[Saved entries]

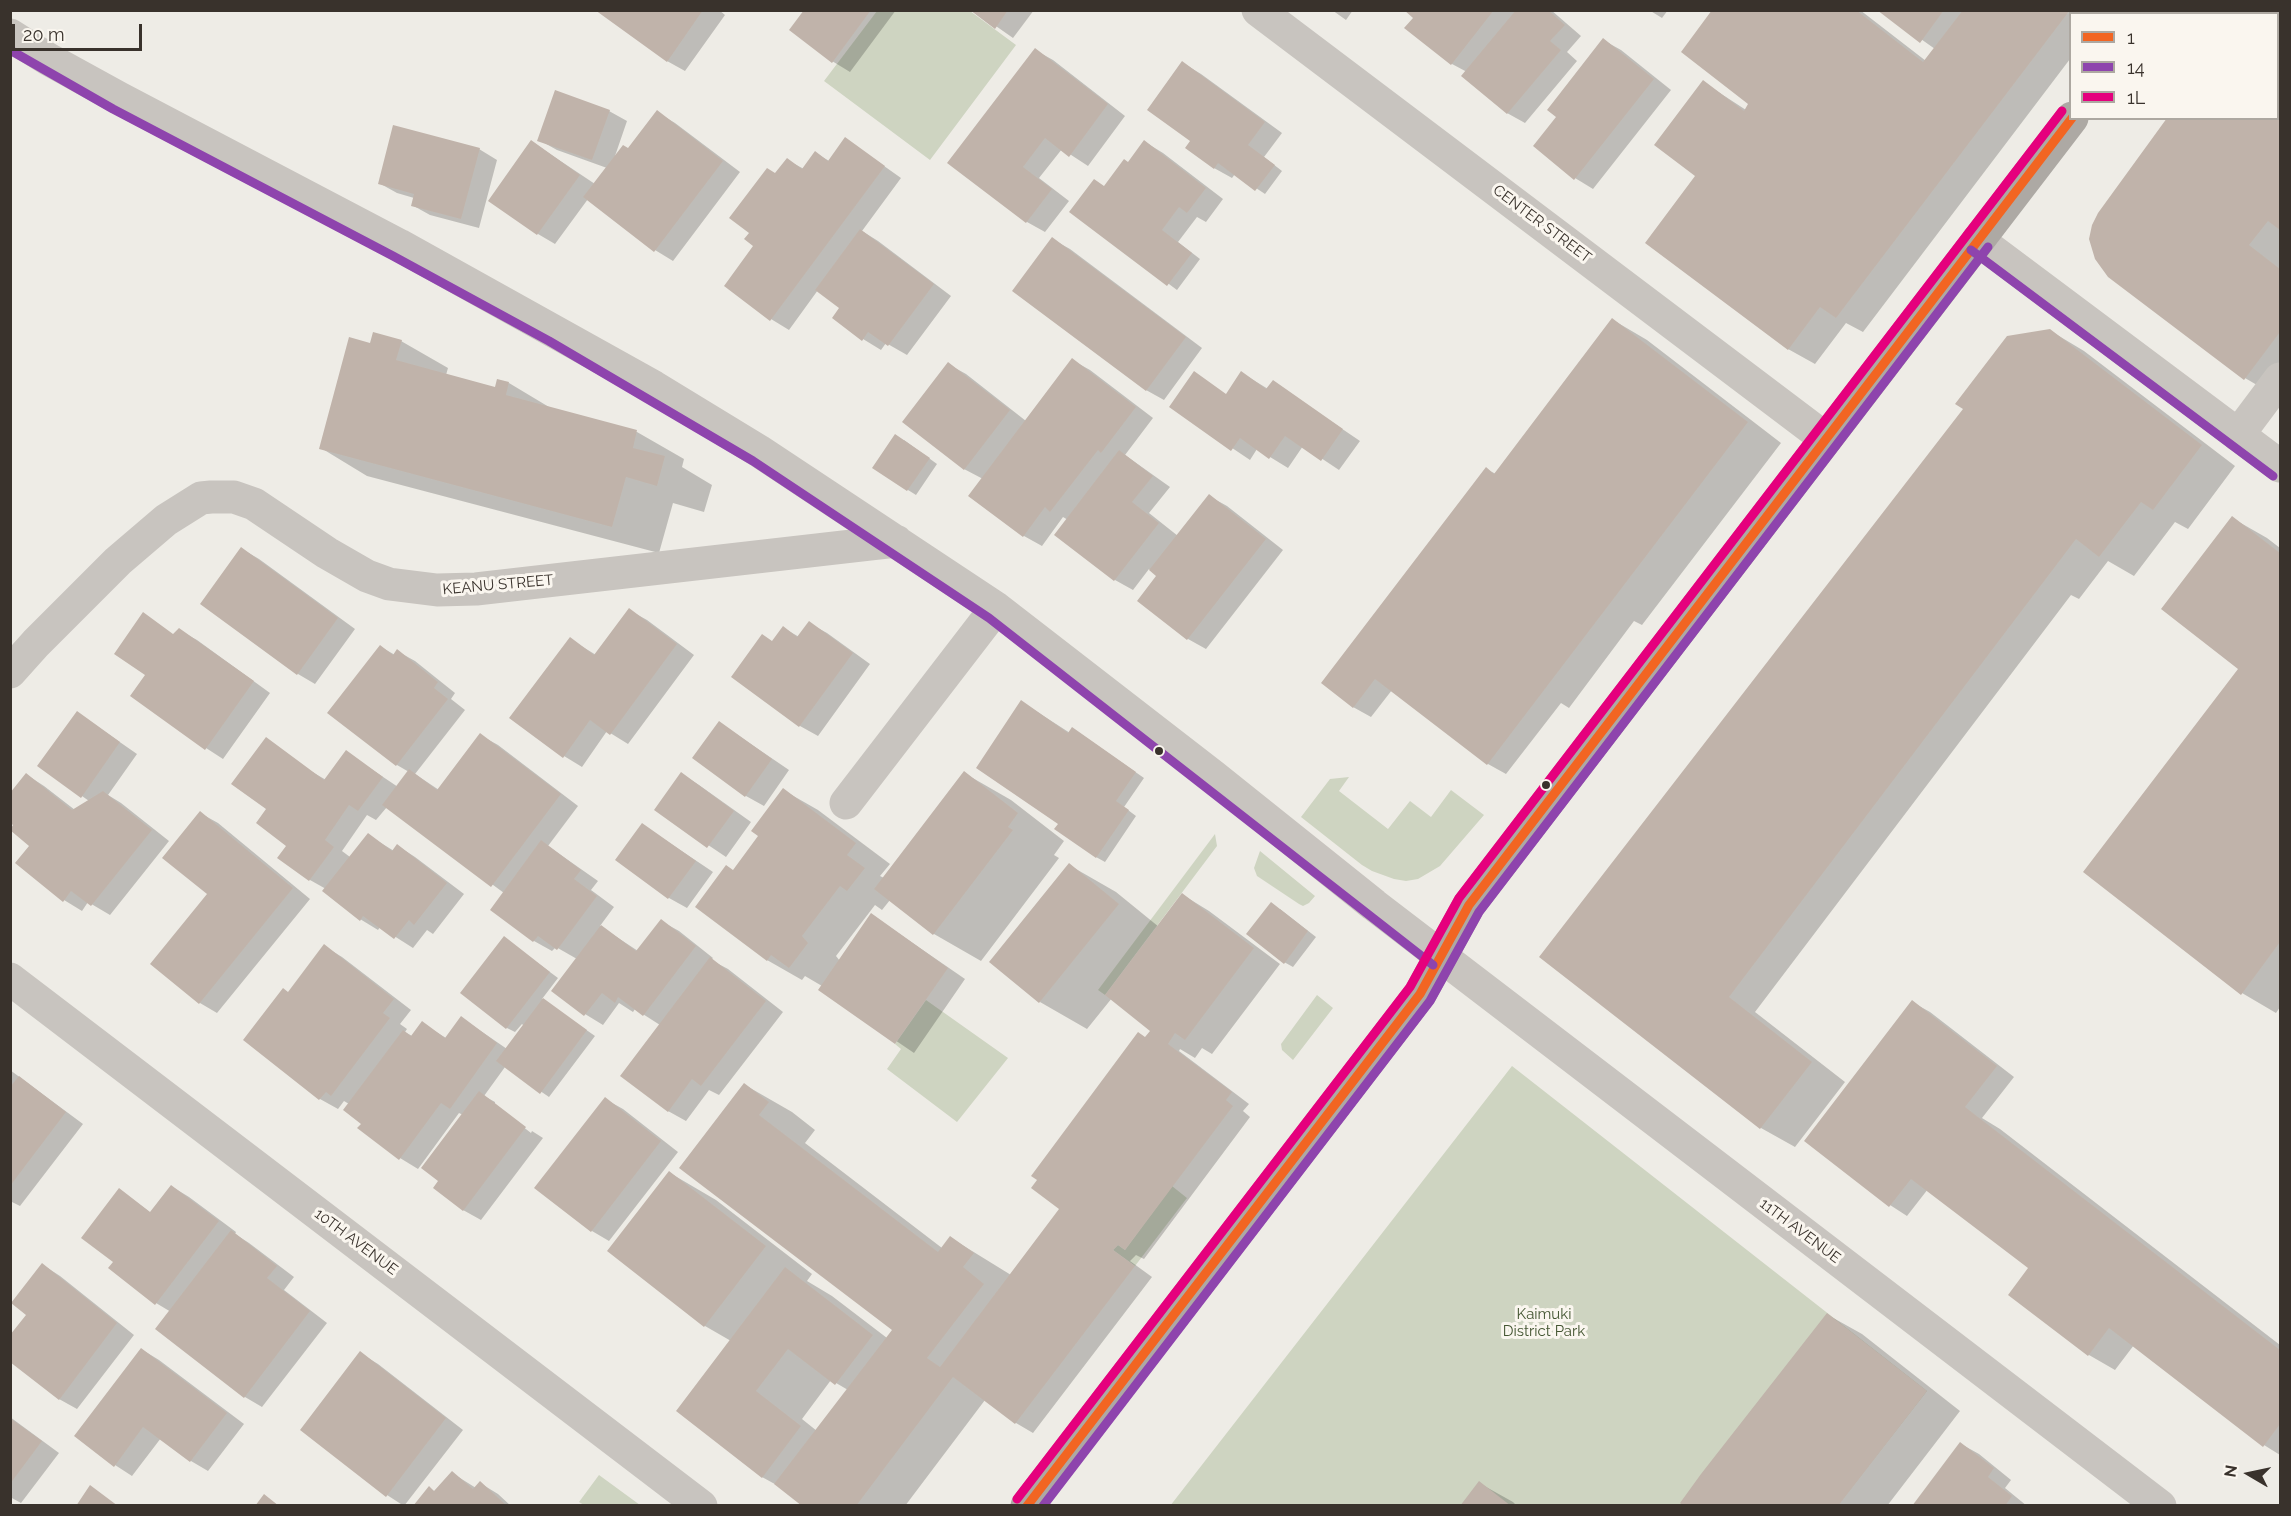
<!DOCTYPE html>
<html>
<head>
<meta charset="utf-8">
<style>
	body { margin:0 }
	#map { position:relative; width:2291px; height:1516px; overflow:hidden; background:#eeece6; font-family:Raleway,sans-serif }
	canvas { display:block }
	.frame { position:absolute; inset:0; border:12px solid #39322c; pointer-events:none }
	.legend { position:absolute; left:2069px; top:12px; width:210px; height:108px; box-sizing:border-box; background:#faf6ef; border:2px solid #ada8a1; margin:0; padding:8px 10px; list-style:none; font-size:18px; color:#39322c }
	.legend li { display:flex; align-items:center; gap:12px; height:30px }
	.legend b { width:30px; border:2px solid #ada8a1 }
	.north { position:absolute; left:2219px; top:1444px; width:60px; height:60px; -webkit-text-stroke:4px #faf6ef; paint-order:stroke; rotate:279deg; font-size:16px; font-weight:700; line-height:24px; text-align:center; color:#39322c }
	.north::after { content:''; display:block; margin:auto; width:21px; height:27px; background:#39322c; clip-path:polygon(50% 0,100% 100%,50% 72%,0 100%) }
	.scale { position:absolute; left:12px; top:24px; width:130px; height:27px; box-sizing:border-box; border:3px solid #39322c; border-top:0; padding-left:8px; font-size:18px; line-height:21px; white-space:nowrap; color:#39322c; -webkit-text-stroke:4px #faf6ef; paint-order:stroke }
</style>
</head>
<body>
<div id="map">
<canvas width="2291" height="1516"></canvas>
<div class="frame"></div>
<ul class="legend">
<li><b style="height:8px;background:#f26522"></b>1</li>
<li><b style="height:8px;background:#8e44ad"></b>14</li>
<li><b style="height:8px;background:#e5007d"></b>1L</li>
</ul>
<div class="north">N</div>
<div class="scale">20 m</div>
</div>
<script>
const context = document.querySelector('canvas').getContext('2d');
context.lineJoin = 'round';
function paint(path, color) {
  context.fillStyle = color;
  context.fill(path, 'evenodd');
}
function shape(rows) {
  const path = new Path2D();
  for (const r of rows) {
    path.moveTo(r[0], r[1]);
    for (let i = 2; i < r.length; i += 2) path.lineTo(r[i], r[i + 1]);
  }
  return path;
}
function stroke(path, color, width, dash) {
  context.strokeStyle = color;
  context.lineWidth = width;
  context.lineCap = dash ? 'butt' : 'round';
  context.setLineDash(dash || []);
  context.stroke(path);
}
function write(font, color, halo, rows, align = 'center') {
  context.font = font + ' Raleway,sans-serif';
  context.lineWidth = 6;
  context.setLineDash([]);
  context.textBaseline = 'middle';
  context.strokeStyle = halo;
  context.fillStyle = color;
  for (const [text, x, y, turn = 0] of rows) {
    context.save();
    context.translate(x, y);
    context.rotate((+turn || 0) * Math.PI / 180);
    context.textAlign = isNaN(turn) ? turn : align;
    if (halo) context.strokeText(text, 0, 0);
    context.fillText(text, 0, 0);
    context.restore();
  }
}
paint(shape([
	[877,11,970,11,1016,45,930,160,824,81],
	[1349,777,1339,791,1388,829,1410,801,1431,817,1451,790,1484,815,1440,866,1418,879,1406,881,1394,879,1372,871,1362,865,1301,817,1330,779],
	[1215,834,1217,846,1105,995,1098,990],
	[1260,851,1315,896,1309,903,1303,906,1299,904,1257,876,1254,868],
	[1317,995,1333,1008,1293,1060,1282,1050,1281,1044],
	[926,1000,1008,1058,957,1122,887,1069,901,1049,895,1044],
	[1512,1066,1927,1391,1838,1505,1170,1506],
	[1172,1186,1187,1198,1135,1266,1113,1250,1118,1245,1125,1250],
	[599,1475,640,1505,584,1505,579,1502]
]), '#ced4c1');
paint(shape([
	[598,10,719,10,725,15,685,71,667,61],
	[806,10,896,10,850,72,832,61],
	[973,10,1034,10,1013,38],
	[1332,10,1353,10,1346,20],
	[1406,10,1551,10,1581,36,1567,52,1577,61,1525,123,1507,113,1467,72,1452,64,1406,28,1415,18],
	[1649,10,1668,10,1662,18],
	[1714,10,1860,10,1926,61,1935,49,1880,10,2107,10,2105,14,2070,14,2070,59,1863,332,1846,323,1815,364,1788,349,1697,176,1703,82,1746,110,1751,104],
	[2249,10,2280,10,2279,398,2245,378,2109,275,2278,118,2278,14],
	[1603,40,1621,50,1671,90,1593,189,1575,178],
	[1035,50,1053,60,1125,116,1088,166,1062,149,1039,178,1069,201,1045,232,1027,222,949,163],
	[1183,63,1201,74,1282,133,1264,157,1282,171,1265,194,1235,174,1232,178,1214,168,1192,141],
	[609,111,627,121,615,156,629,150,657,112,675,123,740,172,673,261,655,250,588,199,555,244,538,234,532,142,595,184,607,168,557,150,539,140],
	[846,139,901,178,862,231,878,241,951,296,907,355,886,343,881,350,863,339,842,307,818,290,789,330,771,319,756,246,775,175,787,160,804,169,816,153,829,161],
	[1145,142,1163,153,1223,199,1206,222,1197,217,1178,242,1200,259,1177,290,1072,212,1105,187,1128,163],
	[479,149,497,160,479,228,430,215,412,205,414,198,397,193,379,183],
	[1052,239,1070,249,1202,348,1164,400,1146,390],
	[1613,320,1647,340,1781,443,1642,625,1634,621,1569,708,1561,703,1506,774,1488,764,1392,690,1371,717,1353,707,1486,469,1496,474],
	[2049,330,2084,351,2235,466,2188,529,2175,522,2134,576,2108,561,2079,599,2071,595,1755,1012,1845,1082,1795,1147,1761,1128,1541,957,1965,409],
	[401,341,448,368,446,375,495,388,509,383,554,410,637,432,684,459,682,467,712,485,704,512,673,503,659,553,367,476,321,448,371,345],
	[1072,360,1090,370,1153,418,1125,455,1170,487,1149,513,1178,536,1209,496,1227,506,1283,550,1206,649,1188,639,1139,601,1158,576,1149,569,1133,590,1115,580,1056,535,1068,520,1063,517,1042,546,1024,536,970,496,983,479,964,469,948,364,966,374,1026,421],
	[1242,373,1268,389,1273,382,1360,441,1339,470,1303,446,1288,468,1257,449,1250,460,1171,407,1227,395],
	[904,440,937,464,916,495,908,490],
	[2232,518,2267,538,2280,548,2280,1007,2276,1013,2242,993,2241,669],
	[242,549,259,559,355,629,315,684,298,674],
	[629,610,647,620,694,655,628,744,607,731,582,767,564,756,570,639,596,655],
	[809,623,827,633,870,664,818,736,800,726,733,676,773,642,784,628,799,637],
	[179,630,197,640,270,693,223,759,206,748,175,636],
	[381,647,395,655,397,651,415,661,455,693,451,699,465,710,415,774,439,790,480,735,498,745,578,806,548,846,598,881,591,890,614,907,600,926,638,951,661,921,679,931,713,958,711,960,728,969,783,1012,719,1095,709,1090,686,1121,668,1111,660,1025,635,1009,633,1012,619,1003,603,1025,585,1014,577,959,556,947,552,951,534,941,504,893,387,807,376,820,367,815,342,851,350,857,368,835,394,851,398,846,415,857,464,894,433,934,427,930,413,948,380,927,378,930,360,919,326,889,310,880,288,846,309,770,326,780,346,752,398,787,409,772,397,765],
	[1022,702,1070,733,1081,734,1144,778,1124,807,1136,816,1105,862,1096,857,1060,824],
	[78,713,137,754,108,795,121,803,169,841,110,915,88,902,82,911,64,900,31,845,15,824,27,775,44,786,75,810,89,801,82,796],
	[720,723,789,770,764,806,746,796],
	[964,773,1011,800,1064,841,1054,855,1059,858,981,961,934,934,890,900,882,910,875,905,836,956,840,961,872,915,965,979,914,1053,820,989,822,986,805,976,802,980,767,960,734,871,760,836,783,790,818,810,890,864,880,876,884,878],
	[682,774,699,785,751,822,726,857,656,810],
	[200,813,218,823,310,899,217,1013,200,1003,209,893],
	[643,825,713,872,687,908,669,898,617,860],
	[1069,865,1116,892,1159,927,1183,895,1209,911,1280,964,1212,1054,1202,1048,1195,1058,1180,1049,1179,1051,1249,1104,1243,1111,1250,1117,1144,1259,1136,1255,1130,1261,1152,1277,1033,1433,1016,1423,985,1400,905,1506,805,1506,782,1488,762,1477,731,1341,705,1326,609,1251,670,1173,716,1200,812,1274,807,1281,832,1296,887,1338,894,1330,681,1168,745,1085,792,1112,815,1130,805,1143,942,1248,951,1238,1011,1275,1061,1209,1146,1038,1159,1038,1112,998,1087,1029,1040,1002],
	[831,1380,848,1390,817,1431,802,1419],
	[1280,909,1316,937,1293,967,1284,962],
	[504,938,558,978,542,999,595,1036,549,1097,505,1067,484,1096,495,1102,495,1105,531,1133,532,1131,543,1138,481,1220,463,1210,440,1181,463,1115,459,1113,418,1169,400,1158,363,1123,349,1104,344,1101,338,1109,320,1099,245,1040,289,993,324,946,342,957,411,1010,400,1024,407,1029,405,1032,412,1036,422,1023,446,1038,462,1018,507,1049,524,1026,522,1024,515,1032,507,1028],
	[1912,1002,1930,1012,2014,1077,1982,1118,2000,1129,2280,1345,2280,1455,2264,1445,2134,1345,2115,1370,2089,1355,2030,1267,1928,1189,1907,1216,1890,1205],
	[10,1070,83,1124,20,1206,10,1201],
	[605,1099,623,1109,678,1152,609,1241,592,1231],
	[171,1186,189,1197,236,1232,235,1234,249,1243,294,1277,284,1290,327,1323,262,1407,245,1397,171,1312,156,1303,110,1268,115,1262,120,1190,151,1213],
	[43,1265,60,1276,134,1335,77,1409,59,1399,28,1315],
	[1828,1315,1862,1334,1960,1411,1887,1506,1685,1506],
	[141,1349,159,1360,244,1424,208,1471,191,1461,161,1438,132,1476,115,1465],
	[360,1353,378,1364,463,1430,404,1506,387,1495],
	[10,1417,59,1453,21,1503,10,1497],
	[1961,1444,1979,1454,2011,1480,2005,1488,2027,1506,1914,1506],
	[452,1473,476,1488,480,1483,498,1494,511,1506,415,1506,430,1488,435,1492],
	[1479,1483,1513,1502,1517,1506,1462,1506]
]), '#0003');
paint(shape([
	[595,10,703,10,667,62],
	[804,10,871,10,832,63,789,30],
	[970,10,1008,10,995,29],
	[1404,10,1494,10,1451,65,1404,28,1413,18],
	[1516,10,1548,10,1565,25,1550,41,1561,50,1507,114,1461,76],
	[1712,10,1856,10,1923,62,1963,10,2070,10,1836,318,1820,307,1788,350,1645,243,1695,176,1654,145,1703,80,1744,111,1748,104,1681,52],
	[1877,10,1944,10,1920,43],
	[2247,10,2280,10,2280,230,2268,221,2249,245,2280,269,2280,332,2244,380,2108,277,2095,259,2089,239,2092,225,2098,213,2167,118,2278,118,2278,14,2245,14],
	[1603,38,1654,79,1574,180,1533,146,1556,117,1547,110],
	[1035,48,1108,104,1069,157,1045,138,1023,167,1052,189,1026,223,947,163],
	[1182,61,1265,122,1248,145,1275,165,1255,191,1218,163,1214,169,1185,148,1190,141,1147,110],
	[555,90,610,110,592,160,537,141],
	[657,110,723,161,654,252,583,197,623,145,628,148],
	[393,125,480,148,461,219,411,206,414,194,378,184],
	[845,137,885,166,770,321,724,286,753,246,744,239,749,233,729,218,767,168,775,173,787,158,802,169,815,151,828,161],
	[531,140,580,175,537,235,488,201],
	[1144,140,1206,188,1187,213,1179,207,1162,230,1192,253,1167,286,1069,212,1094,179,1104,186,1124,159,1128,162],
	[860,229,934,284,888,346,868,332,862,341,832,318,839,308,815,290],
	[1052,237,1186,337,1146,391,1012,291],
	[1612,318,1748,422,1487,765,1375,679,1353,708,1321,683,1486,467,1494,474],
	[2050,329,2202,445,2153,510,2141,502,2099,557,2076,539,1729,997,1812,1062,1760,1129,1539,957,1963,409,1955,404,2007,336],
	[373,332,402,340,396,360,495,387,497,379,509,382,506,395,637,430,633,448,665,456,657,486,626,477,612,527,319,449,349,337,370,343],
	[1072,358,1136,407,1101,453,1098,450,1050,512,1045,507,1023,537,968,496],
	[948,362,1010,410,964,470,902,422],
	[1194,371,1226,394,1241,371,1266,389,1273,380,1343,429,1321,461,1285,436,1269,459,1240,438,1231,451,1169,407],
	[895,434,930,458,907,491,872,468],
	[1119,450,1153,476,1132,502,1159,523,1114,581,1054,535],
	[1209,494,1266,539,1187,640,1137,601,1156,576,1149,570],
	[2232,516,2280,553,2280,942,2241,995,2083,872,2238,669,2161,609],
	[241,547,338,618,297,675,200,604],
	[629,608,677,644,610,735,590,720,563,758,509,718,570,637,594,655],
	[143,612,173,634,179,628,254,681,205,750,130,696,145,675,114,654],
	[809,621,853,653,799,727,731,677,762,634,772,641,783,626,797,637],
	[380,645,393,655,397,649,438,682,434,688,448,699,396,766,327,713],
	[1021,700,1068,733,1072,727,1136,772,1116,801,1129,810,1096,858,1054,829,1058,824,976,768],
	[77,711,120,742,81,798,37,766],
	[719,721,772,759,745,797,692,758],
	[480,733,561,794,491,887,382,805,409,769,437,790],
	[266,737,324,780,346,750,383,777,358,811,349,805,325,840,334,847,309,881,277,858,286,846,256,823,266,809,231,784],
	[964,771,1018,813,1008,827,1013,830,933,935,874,889],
	[681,772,734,811,707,848,654,810],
	[26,773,72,810,103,791,152,830,91,906,71,891,63,902,15,863,29,846,10,830,13,825,10,823,10,793],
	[783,788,856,843,847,855,865,868,847,891,840,886,802,936,808,943,789,968,771,955,767,961,695,907,726,865,733,870,758,836,751,831],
	[200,811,293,888,199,1004,150,964,207,894,162,858],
	[642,823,696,861,668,899,615,860],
	[368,833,392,851,397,844,447,883,414,925,409,920,394,939,363,916,360,921,322,891],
	[541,840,581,870,574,879,597,896,557,950,538,936,533,942,490,910],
	[1069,863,1119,904,1039,1003,989,962],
	[1182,893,1254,948,1185,1040,1175,1033,1168,1044,1232,1092,1226,1100,1233,1106,1125,1250,1118,1245,1113,1250,1135,1266,1015,1424,953,1377,856,1506,802,1506,774,1484,892,1330,679,1168,744,1083,769,1102,759,1115,938,1252,950,1236,974,1253,963,1267,984,1284,927,1358,940,1367,1059,1209,1031,1188,1037,1180,1031,1176,1138,1032,1145,1037,1150,1031,1105,995],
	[1271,902,1308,931,1284,964,1246,934],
	[871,913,948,968,895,1044,818,990],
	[661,919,696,946,643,1016,618,997,615,1003,602,993,584,1016,551,991,601,925,636,951],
	[504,936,550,972,506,1029,460,993],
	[324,944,394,999,383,1013,390,1018,331,1096,326,1092,319,1100,243,1040,283,988,288,992],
	[710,957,766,1001,701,1086,692,1079,668,1112,620,1076],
	[543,998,587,1030,540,1094,496,1061],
	[1912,1000,1997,1066,1965,1107,2280,1350,2280,1424,2263,1447,2109,1328,2088,1356,2008,1295,2028,1268,1911,1179,1889,1207,1804,1141],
	[461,1016,497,1043,450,1109,441,1103,399,1160,357,1128,361,1124,343,1110,403,1030,411,1036,422,1021,445,1038],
	[19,1076,66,1112,10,1186,10,1087],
	[479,1091,526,1127,463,1211,433,1188,438,1181,421,1168],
	[605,1097,661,1141,591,1232,534,1188],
	[669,1171,766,1246,704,1327,607,1251],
	[171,1185,219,1221,155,1305,108,1268,113,1262,81,1238,119,1188,150,1212],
	[231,1230,277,1266,267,1278,310,1311,244,1398,155,1329],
	[42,1263,117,1323,59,1400,10,1362,10,1335,26,1315,11,1303],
	[785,1267,873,1335,835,1385,788,1349,756,1391,801,1426,762,1478,676,1411],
	[1827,1313,1927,1391,1838,1506,1683,1506,1680,1503,1701,1474],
	[141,1348,227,1413,190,1462,143,1427,114,1467,74,1436],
	[360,1351,446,1418,386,1497,300,1430],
	[10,1418,42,1441,10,1484],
	[1960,1442,1994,1468,1988,1477,2012,1496,2005,1506,1912,1506],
	[452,1471,473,1489,480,1481,507,1506,413,1506,429,1486,434,1491],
	[1479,1481,1511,1506,1460,1506],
	[90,1485,118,1506,76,1506],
	[264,1494,279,1506,255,1506]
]), '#c0b3aa');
stroke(shape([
	[1258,10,1826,439],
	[10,35,48,59,119,98,399,245,654,387,759,451,996,608,1213,776,1374,905,2160,1506],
	[1978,240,2280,466],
	[2238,435,2280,379],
	[10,672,36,643,118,561,166,520,201,498,211,497,234,497,254,504,327,553,367,576,389,584,437,590,476,589,896,541],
	[846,803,996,608],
	[10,979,701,1506]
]), '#c8c4bf', 33);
stroke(shape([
	[2152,14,2155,10],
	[1027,1506,1420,994,1469,905,2072,118]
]), '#ada9a4', 33);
stroke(shape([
	[1027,1506,1420,994,1469,905,2072,118]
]), '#f26522', 9);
stroke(shape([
	[10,50,113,109,393,256,549,341,753,461,989,618,1433,965],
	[1971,250,2273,476],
	[1043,1506,1430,1001,1479,912,1988,247]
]), '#8e44ad', 9);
stroke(shape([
	[1017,1499,1410,987,1459,898,2062,111]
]), '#e5007d', 9);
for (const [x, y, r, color] of [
	[1159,751,5,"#39322c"],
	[1546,785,5,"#39322c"]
]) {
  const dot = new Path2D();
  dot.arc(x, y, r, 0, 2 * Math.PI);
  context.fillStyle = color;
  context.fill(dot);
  stroke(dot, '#faf6ef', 2);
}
write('15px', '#39322c', '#faf6ef', [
	["CENTER STREET",1542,224,37],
	["KEANU STREET",498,585,-5],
	["11TH AVENUE",1800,1231,37],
	["10TH AVENUE",356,1242,37]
]);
write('15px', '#445632', '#faf6ef', [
	["Kaimuki",1544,1314],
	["District Park",1544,1331]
]);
</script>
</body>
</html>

### Task directions
Show the lines of the records that contain the word "Math".

### Exercise result
    context.rotate((+turn || 0) * Math.PI / 180);
  dot.arc(x, y, r, 0, 2 * Math.PI);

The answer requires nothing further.